[Entries taken from a collection]
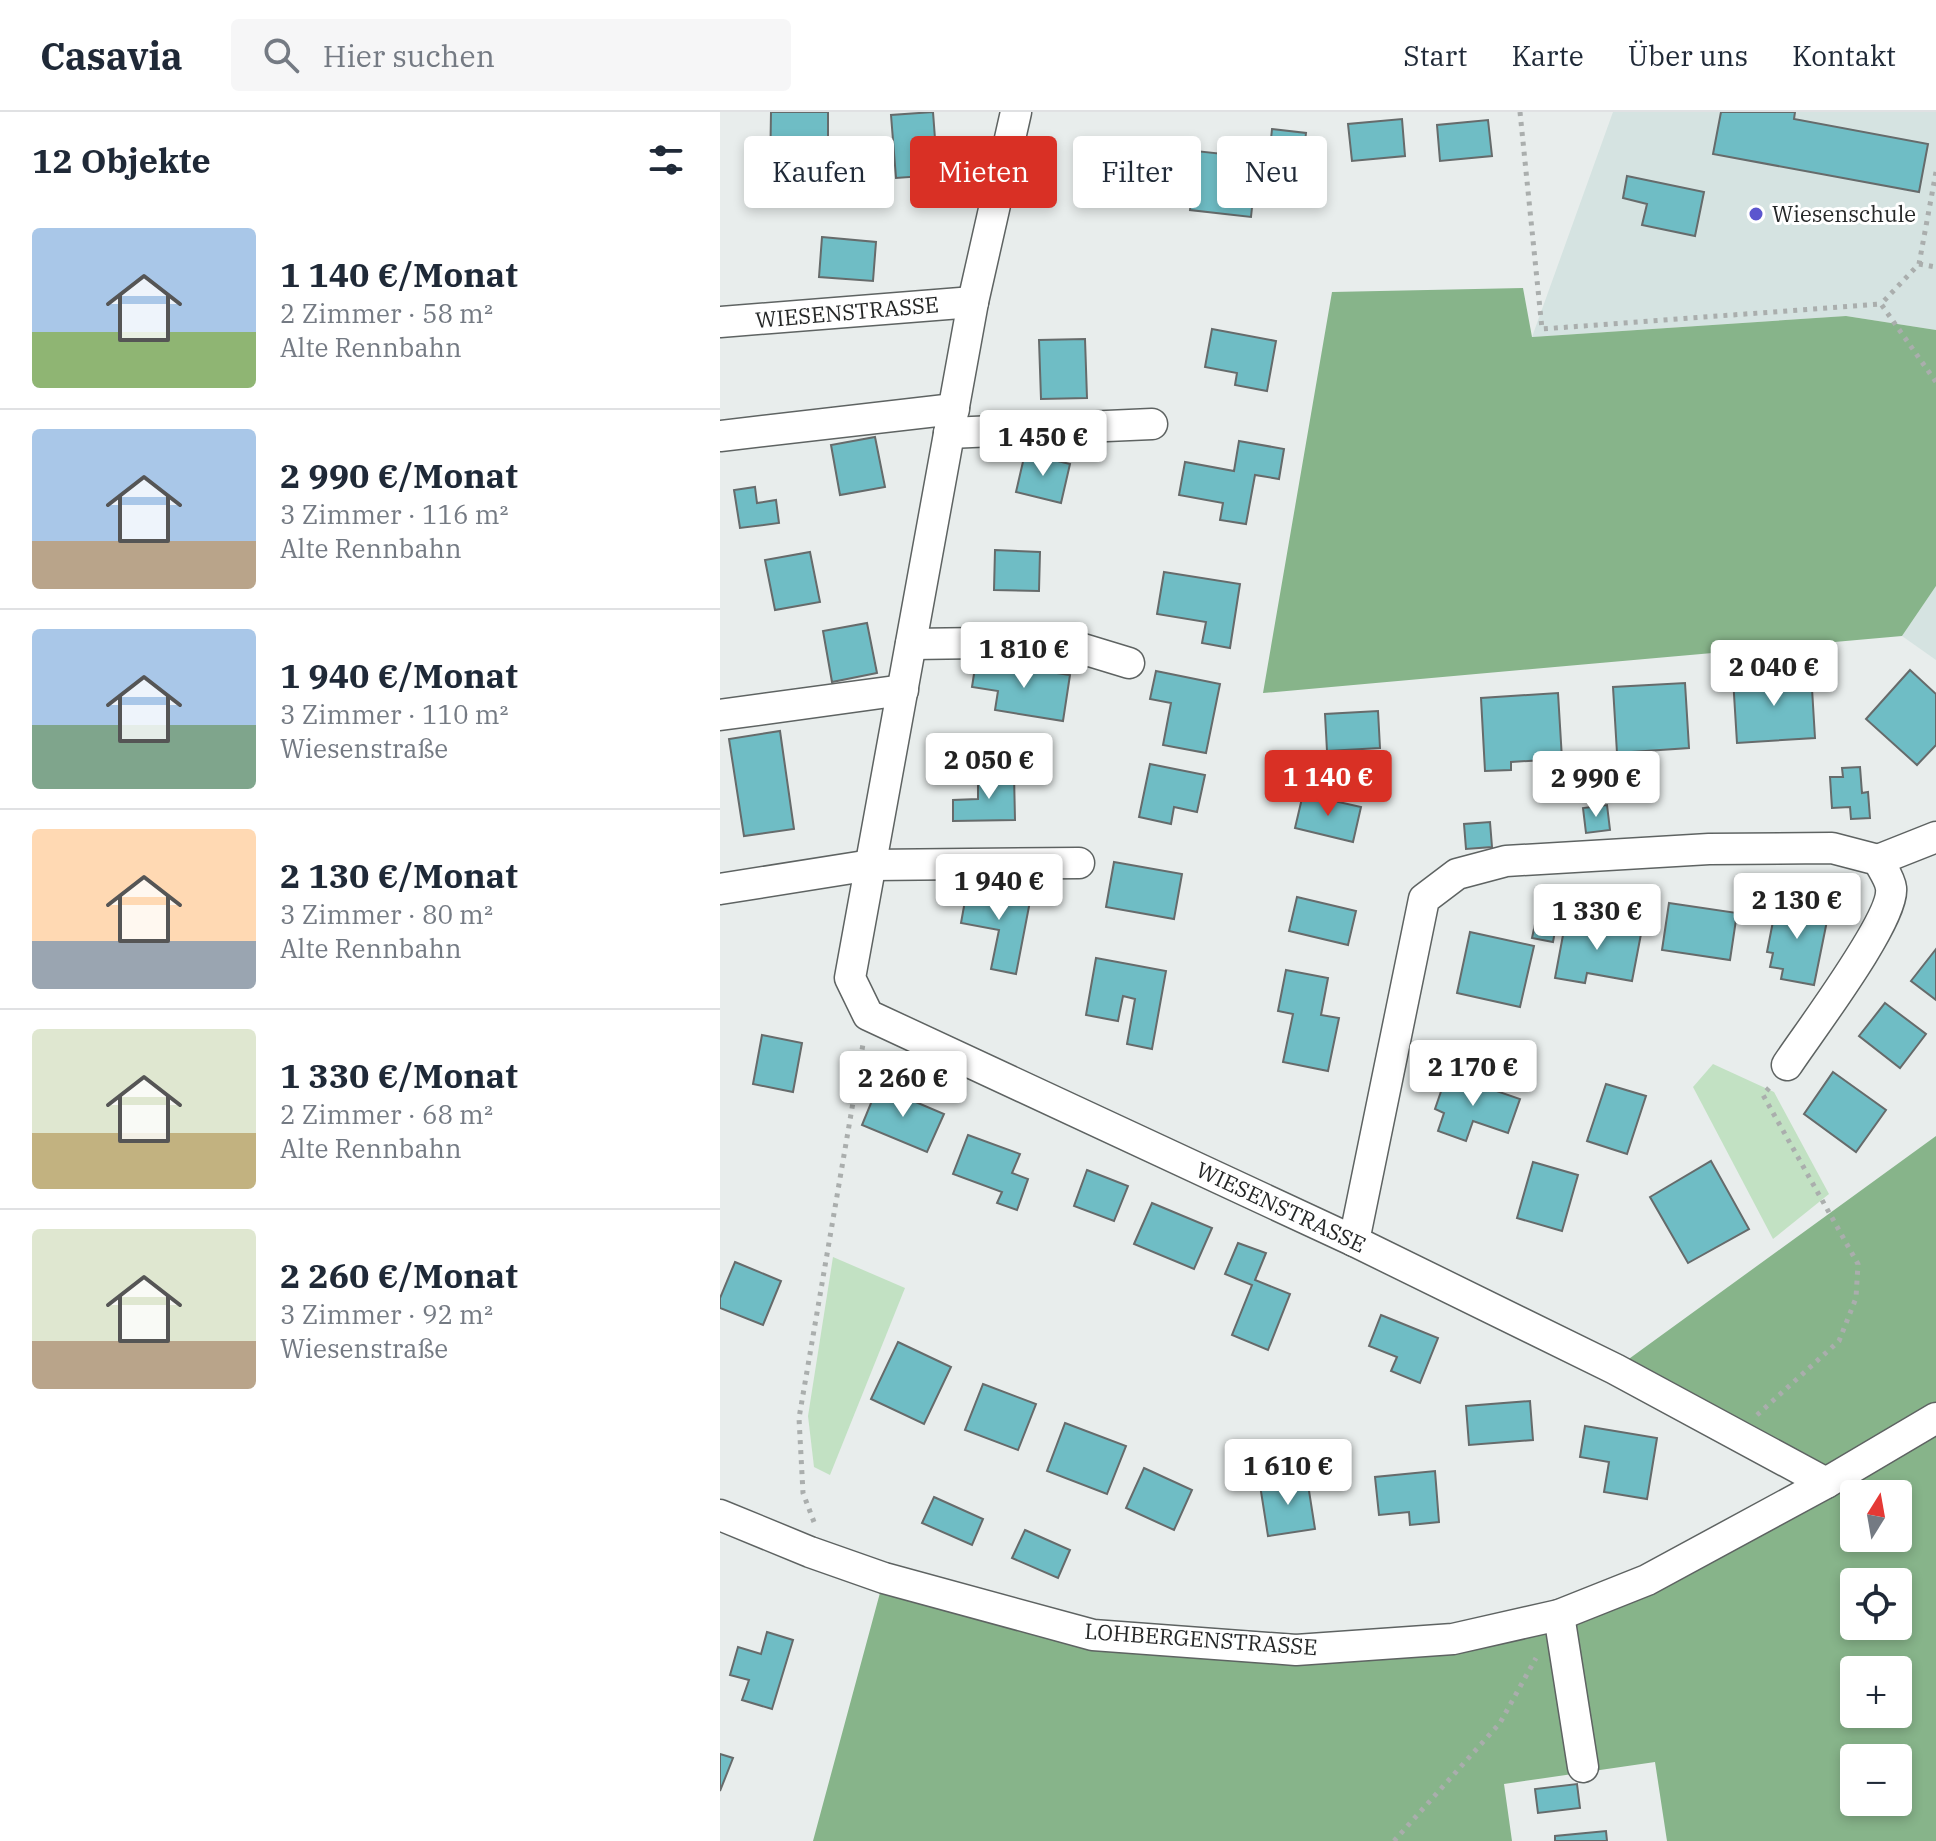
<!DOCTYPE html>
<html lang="de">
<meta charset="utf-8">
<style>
:root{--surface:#fff;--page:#f6f6f7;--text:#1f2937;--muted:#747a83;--line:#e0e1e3;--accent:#d93025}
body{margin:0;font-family:"IBM Plex Serif",serif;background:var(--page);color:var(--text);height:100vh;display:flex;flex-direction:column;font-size:30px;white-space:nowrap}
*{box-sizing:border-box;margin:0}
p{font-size:26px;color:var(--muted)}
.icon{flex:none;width:44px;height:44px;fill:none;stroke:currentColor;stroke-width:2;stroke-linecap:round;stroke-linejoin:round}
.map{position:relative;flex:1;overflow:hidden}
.details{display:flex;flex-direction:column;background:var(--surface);width:720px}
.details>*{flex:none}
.banner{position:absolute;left:24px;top:24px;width:760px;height:72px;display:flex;gap:16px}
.needle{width:52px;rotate:11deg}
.tools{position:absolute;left:1120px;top:1368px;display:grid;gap:16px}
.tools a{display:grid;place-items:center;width:72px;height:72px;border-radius:8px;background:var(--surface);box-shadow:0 4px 12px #0003;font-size:40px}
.price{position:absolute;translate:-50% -68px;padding:0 18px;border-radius:8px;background:#fff;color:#222;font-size:26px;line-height:52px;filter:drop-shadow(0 2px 4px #0008)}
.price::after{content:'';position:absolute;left:50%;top:48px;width:24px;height:18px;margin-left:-12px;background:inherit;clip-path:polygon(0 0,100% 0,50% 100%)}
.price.active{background:var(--accent);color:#fff}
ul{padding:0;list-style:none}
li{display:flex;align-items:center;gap:24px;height:200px;padding:0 32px}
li+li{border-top:2px solid var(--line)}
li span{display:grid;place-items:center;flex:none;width:224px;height:160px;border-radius:8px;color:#555}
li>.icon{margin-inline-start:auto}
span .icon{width:96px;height:96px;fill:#fffc;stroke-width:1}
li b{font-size:34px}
h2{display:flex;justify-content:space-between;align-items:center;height:96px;padding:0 32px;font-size:34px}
.pill{padding:0 28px;border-radius:8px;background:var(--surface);box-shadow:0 4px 12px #0003;font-size:28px;line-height:72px}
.pill.active{background:var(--accent);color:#fff}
header{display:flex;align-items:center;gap:48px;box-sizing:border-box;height:112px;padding:0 40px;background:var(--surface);border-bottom:2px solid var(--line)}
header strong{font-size:38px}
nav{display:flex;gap:44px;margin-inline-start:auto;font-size:28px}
.search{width:560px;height:72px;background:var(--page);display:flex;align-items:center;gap:20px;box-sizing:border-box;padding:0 28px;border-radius:8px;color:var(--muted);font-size:30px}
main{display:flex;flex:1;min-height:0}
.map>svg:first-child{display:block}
</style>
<header>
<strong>Casavia</strong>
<div class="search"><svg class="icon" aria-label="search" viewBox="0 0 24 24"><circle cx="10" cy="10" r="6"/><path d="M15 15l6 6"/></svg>Hier suchen</div>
<nav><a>Start</a><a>Karte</a><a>Über uns</a><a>Kontakt</a></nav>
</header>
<main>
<section class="details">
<h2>12 Objekte<svg class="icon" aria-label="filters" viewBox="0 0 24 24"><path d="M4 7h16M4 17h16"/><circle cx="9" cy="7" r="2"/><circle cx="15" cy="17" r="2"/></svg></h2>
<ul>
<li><span style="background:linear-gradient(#a9c7e8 65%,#8fb573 0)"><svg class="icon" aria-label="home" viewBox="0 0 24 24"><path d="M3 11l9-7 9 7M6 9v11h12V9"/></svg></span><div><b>1 140 €/Monat</b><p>2 Zimmer · 58 m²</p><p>Alte Rennbahn</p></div></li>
<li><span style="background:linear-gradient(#a9c7e8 70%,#b9a48a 0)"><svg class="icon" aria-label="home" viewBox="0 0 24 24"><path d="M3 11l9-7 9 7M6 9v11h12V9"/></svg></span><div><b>2 990 €/Monat</b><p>3 Zimmer · 116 m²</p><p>Alte Rennbahn</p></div></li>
<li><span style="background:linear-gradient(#a9c7e8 60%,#7fa58c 0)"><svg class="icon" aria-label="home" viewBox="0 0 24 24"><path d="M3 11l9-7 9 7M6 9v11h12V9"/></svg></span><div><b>1 940 €/Monat</b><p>3 Zimmer · 110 m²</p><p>Wiesenstraße</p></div></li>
<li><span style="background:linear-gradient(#ffd9b3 70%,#9aa5b1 0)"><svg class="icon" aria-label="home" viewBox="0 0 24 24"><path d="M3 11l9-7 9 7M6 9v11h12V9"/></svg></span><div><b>2 130 €/Monat</b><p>3 Zimmer · 80 m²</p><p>Alte Rennbahn</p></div></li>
<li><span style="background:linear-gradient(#dfe7d0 65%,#c2b280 0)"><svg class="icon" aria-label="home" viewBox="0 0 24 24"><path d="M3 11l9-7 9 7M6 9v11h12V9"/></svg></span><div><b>1 330 €/Monat</b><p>2 Zimmer · 68 m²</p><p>Alte Rennbahn</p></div></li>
<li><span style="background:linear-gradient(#dfe7d0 70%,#b9a48a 0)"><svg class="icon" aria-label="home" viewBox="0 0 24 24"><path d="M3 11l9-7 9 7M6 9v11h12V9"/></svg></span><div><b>2 260 €/Monat</b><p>3 Zimmer · 92 m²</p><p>Wiesenstraße</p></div></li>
</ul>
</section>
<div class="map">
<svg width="1216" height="1729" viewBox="0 0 1216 1729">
<rect width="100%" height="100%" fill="#e8edec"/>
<g fill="#d5e3e1">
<polygon points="893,0 1216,0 1216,218 1126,204 812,225"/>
<polygon points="1216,474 1216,548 1182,524"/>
</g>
<g fill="#c2e1c3">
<polygon points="993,952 1054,980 1109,1082 1053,1127 973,975"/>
<polygon points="113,1145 185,1176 110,1363 94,1355 88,1304"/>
</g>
<g fill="#87b48a" fill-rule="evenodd">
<polygon points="803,176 812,225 1126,204 1216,218 1216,474 1182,524 543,581 612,180"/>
<path d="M1216,1024V1729H947L935,1650L784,1672L792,1729H93L164,1466L373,1523L576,1538L839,1503L1105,1372L895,1257ZM1134,1382H1178V1426H1134ZM1134,1470H1178V1514H1134ZM1134,1558H1178V1602H1134ZM1134,1646H1178V1690H1134Z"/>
</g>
<g fill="#6fbdc5" stroke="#666b6b" stroke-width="2">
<polygon points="51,0 108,0 108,33 92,33 91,80 71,80 71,63 50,63"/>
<polygon points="213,0 216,40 229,39 231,62 176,66 171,3"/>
<polygon points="1001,0 1075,0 1074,7 1208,32 1199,80 993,42"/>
<polygon points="682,7 685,44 632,49 628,12"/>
<polygon points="768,8 772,44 720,49 717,13"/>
<polygon points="552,17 586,21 583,47 600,49 595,93 533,86 531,105 470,98 476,39 549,47"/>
<polygon points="907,64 984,80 975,124 922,113 927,92 903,86"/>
<polygon points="102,125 156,130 153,169 99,165"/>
<polygon points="492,217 556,229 547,279 515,273 517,261 485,255"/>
<polygon points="365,227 367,286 321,287 319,228"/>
<polygon points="155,325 165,375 120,383 111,333"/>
<polygon points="519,329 564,337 559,367 535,363 526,412 500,408 503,391 459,383 465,350 514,359"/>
<polygon points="305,341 350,352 341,391 296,380"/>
<polygon points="35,375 37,391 56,388 59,411 20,416 14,378"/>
<polygon points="275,438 320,440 319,479 274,478"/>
<polygon points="90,440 100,490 55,498 45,448"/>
<polygon points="444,460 520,472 510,536 482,531 486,510 437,502"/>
<polygon points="147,511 157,561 112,570 103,519"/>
<polygon points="256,549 350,563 343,609 275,598 278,579 252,575"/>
<polygon points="1190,558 1216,582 1216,633 1197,653 1146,607"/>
<polygon points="436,559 500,572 486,641 443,633 451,591 430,587"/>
<polygon points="1091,560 1095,626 1017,631 1013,566"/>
<polygon points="965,571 969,636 897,641 893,575"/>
<polygon points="838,581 842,647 791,650 791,658 765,659 761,586"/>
<polygon points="658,599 660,636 607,639 605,602"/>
<polygon points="60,619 74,717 24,724 9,627"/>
<polygon points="430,652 485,663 477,700 454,695 451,712 419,705"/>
<polygon points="1140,655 1142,681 1148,680 1150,706 1131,707 1130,695 1112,696 1110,665 1123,665 1122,656"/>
<polygon points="294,662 295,708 233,709 233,688 258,687 258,663"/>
<polygon points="583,682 641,695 633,730 575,716"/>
<polygon points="887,693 890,718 866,721 863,696"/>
<polygon points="770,710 772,735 746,737 744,712"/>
<polygon points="394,750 462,762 454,807 386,795"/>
<polygon points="248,772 311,784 296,862 271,857 279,818 241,811"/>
<polygon points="821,784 864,794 861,810 846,807 843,820 835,819 833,830 812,826"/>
<polygon points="577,785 636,799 628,833 569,819"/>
<polygon points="1057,789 1109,799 1094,873 1061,867 1063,857 1050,855 1053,841 1047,840"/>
<polygon points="949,791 1017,801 1010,848 942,838"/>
<polygon points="846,807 921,822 912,869 867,861 865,871 835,866"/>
<polygon points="750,820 814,834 800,895 737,881"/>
<polygon points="1216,837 1216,888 1191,869"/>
<polygon points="376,846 446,859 432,937 407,932 415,887 403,884 398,909 366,903"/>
<polygon points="566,858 608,866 601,903 619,906 608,959 563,950 573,902 558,899"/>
<polygon points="1165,891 1206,922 1180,956 1139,924"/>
<polygon points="42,923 82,931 73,980 33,972"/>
<polygon points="1113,960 1166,998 1136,1040 1084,1002"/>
<polygon points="727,962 800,987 788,1021 753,1009 746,1029 718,1019 724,1001 715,997"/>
<polygon points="886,972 926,984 907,1042 867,1029"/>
<polygon points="158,974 224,1002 207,1040 142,1013"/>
<polygon points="248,1023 300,1042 292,1061 308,1067 297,1098 277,1091 282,1080 233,1062"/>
<polygon points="991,1049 1029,1117 968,1151 930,1085"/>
<polygon points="813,1050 858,1063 842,1119 797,1106"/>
<polygon points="367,1058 408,1074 394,1109 354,1094"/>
<polygon points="432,1091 492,1116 474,1157 414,1132"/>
<polygon points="518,1131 546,1141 535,1168 570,1182 548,1238 512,1223 532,1173 505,1162"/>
<polygon points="15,1150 61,1169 43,1213 0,1196 0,1186"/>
<polygon points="661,1203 718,1226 700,1271 671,1259 677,1245 649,1234"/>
<polygon points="178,1230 231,1255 204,1312 151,1287"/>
<polygon points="263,1272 316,1292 298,1338 245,1318"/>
<polygon points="810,1289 813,1328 749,1333 746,1294"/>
<polygon points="345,1311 406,1334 387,1382 327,1359"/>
<polygon points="865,1314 937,1326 927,1387 884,1380 889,1350 860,1345"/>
<polygon points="424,1356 472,1378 454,1418 406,1396"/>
<polygon points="715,1359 719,1410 690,1413 689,1400 659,1403 655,1365"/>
<polygon points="587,1366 595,1417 548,1424 540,1373"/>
<polygon points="214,1385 263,1407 252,1433 202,1411"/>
<polygon points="305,1418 350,1438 338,1466 292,1446"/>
<polygon points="47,1520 73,1528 52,1597 22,1588 29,1568 10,1563 18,1535 41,1542"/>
<polygon points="0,1642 13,1646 0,1679"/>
<polygon points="857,1672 860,1696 818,1701 815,1677"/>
<polygon points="886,1719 887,1729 835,1729 835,1724"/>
</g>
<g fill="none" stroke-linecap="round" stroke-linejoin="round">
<defs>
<g id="minor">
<polyline points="296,0 253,190 130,866 148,903 634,1129 895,1257 1106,1371"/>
<polyline points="0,210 253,190"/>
<polyline points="229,321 432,312"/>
<polyline points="0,324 234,297"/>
<polyline points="191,532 340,530 409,551"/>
<polyline points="0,603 183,578"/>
<polyline points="1158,748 1216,725"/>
<polyline points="0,777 151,753 359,751"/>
<path d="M634,1129L704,787L737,762L786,749L989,737L1112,736L1158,748C1162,756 1170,767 1171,776C1175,807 1088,921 1067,953"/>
<polyline points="0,1403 90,1440 164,1466 373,1523 576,1538 733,1527 839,1503 927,1468 1106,1371 1216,1306"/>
<polyline points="839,1503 863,1655"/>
</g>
</defs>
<use href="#minor" stroke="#5e6362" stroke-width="33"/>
<g stroke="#aaaead" stroke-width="5" stroke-dasharray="4 6" stroke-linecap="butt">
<polyline points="800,0 822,217 1161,192"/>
<polyline points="1216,60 1199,152 1161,192 1216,270"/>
<polyline points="1199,152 1216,155"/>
<polyline points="1037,1303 1119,1229 1136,1186 1138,1152 1043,983 1049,976"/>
<polyline points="94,1410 83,1381 79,1306 143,932"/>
<polyline points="674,1729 780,1611 816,1546"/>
</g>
<use href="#minor" stroke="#fff" stroke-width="30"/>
</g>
<circle fill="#5b56ce" stroke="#fff" stroke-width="3" cx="1036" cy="102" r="8"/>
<g text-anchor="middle" stroke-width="6" stroke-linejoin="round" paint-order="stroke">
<g font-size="22" fill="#252727" stroke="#fff" text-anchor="start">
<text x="1052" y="110">Wiesenschule</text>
</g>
<g font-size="22" fill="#252727" stroke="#fff">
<text transform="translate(127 200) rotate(-5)" y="8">WIESENSTRASSE</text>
<text transform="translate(561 1095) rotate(25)" y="8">WIESENSTRASSE</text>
<text transform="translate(481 1527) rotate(4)" y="8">LOHBERGENSTRASSE</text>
</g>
</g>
</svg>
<div class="tools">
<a><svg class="needle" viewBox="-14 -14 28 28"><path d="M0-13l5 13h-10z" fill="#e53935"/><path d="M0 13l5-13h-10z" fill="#747a83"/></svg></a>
<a><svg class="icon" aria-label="locate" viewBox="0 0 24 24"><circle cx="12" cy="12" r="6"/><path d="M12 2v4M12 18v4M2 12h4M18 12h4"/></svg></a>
<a>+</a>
<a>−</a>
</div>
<b class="price" style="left:323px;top:366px">1 450 €</b>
<b class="price" style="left:304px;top:578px">1 810 €</b>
<b class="price" style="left:1054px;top:596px">2 040 €</b>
<b class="price" style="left:269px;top:689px">2 050 €</b>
<b class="price active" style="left:608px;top:706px">1 140 €</b>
<b class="price" style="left:876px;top:707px">2 990 €</b>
<b class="price" style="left:279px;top:810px">1 940 €</b>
<b class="price" style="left:1077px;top:829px">2 130 €</b>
<b class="price" style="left:877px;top:840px">1 330 €</b>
<b class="price" style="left:753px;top:996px">2 170 €</b>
<b class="price" style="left:183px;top:1007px">2 260 €</b>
<b class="price" style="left:568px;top:1395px">1 610 €</b>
<div class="banner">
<a class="pill">Kaufen</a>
<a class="pill active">Mieten</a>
<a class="pill">Filter</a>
<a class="pill">Neu</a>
</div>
</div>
</main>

▶ Your instructions
If a line of the records contains the word "column", count it; give only the total.

▶ Solution to this task
2